▸ **Problem to work on**: Nothing after the line containing "For a GIS import: Summarize" belongs in the answer; write out exactly every line from the start of the material up to it, including it.

▸ **Records for this task**:

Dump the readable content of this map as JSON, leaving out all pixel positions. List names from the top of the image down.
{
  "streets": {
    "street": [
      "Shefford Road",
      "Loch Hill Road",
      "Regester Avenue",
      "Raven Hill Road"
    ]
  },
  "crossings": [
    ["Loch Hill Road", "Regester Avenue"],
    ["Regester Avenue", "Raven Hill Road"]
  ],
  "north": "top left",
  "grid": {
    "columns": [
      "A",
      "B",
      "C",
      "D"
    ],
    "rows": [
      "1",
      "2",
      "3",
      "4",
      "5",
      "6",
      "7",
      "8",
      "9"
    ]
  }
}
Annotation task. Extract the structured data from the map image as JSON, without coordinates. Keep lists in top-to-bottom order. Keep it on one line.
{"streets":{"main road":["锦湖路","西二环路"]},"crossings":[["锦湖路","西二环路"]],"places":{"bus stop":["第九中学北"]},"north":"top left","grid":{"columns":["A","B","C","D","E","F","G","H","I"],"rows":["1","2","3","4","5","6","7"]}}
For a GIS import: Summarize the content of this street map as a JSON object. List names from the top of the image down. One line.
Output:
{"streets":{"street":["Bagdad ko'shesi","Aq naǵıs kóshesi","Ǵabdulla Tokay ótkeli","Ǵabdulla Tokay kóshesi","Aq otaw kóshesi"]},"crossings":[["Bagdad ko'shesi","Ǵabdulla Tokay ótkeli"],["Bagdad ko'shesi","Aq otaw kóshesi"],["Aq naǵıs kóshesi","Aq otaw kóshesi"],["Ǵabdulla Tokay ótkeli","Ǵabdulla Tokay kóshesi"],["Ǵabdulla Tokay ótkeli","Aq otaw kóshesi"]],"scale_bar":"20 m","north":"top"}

▸ **Written solution**:
Dump the readable content of this map as JSON, leaving out all pixel positions. List names from the top of the image down.
{
  "streets": {
    "street": [
      "Shefford Road",
      "Loch Hill Road",
      "Regester Avenue",
      "Raven Hill Road"
    ]
  },
  "crossings": [
    ["Loch Hill Road", "Regester Avenue"],
    ["Regester Avenue", "Raven Hill Road"]
  ],
  "north": "top left",
  "grid": {
    "columns": [
      "A",
      "B",
      "C",
      "D"
    ],
    "rows": [
      "1",
      "2",
      "3",
      "4",
      "5",
      "6",
      "7",
      "8",
      "9"
    ]
  }
}
Annotation task. Extract the structured data from the map image as JSON, without coordinates. Keep lists in top-to-bottom order. Keep it on one line.
{"streets":{"main road":["锦湖路","西二环路"]},"crossings":[["锦湖路","西二环路"]],"places":{"bus stop":["第九中学北"]},"north":"top left","grid":{"columns":["A","B","C","D","E","F","G","H","I"],"rows":["1","2","3","4","5","6","7"]}}
For a GIS import: Summarize the content of this street map as a JSON object. List names from the top of the image down. One line.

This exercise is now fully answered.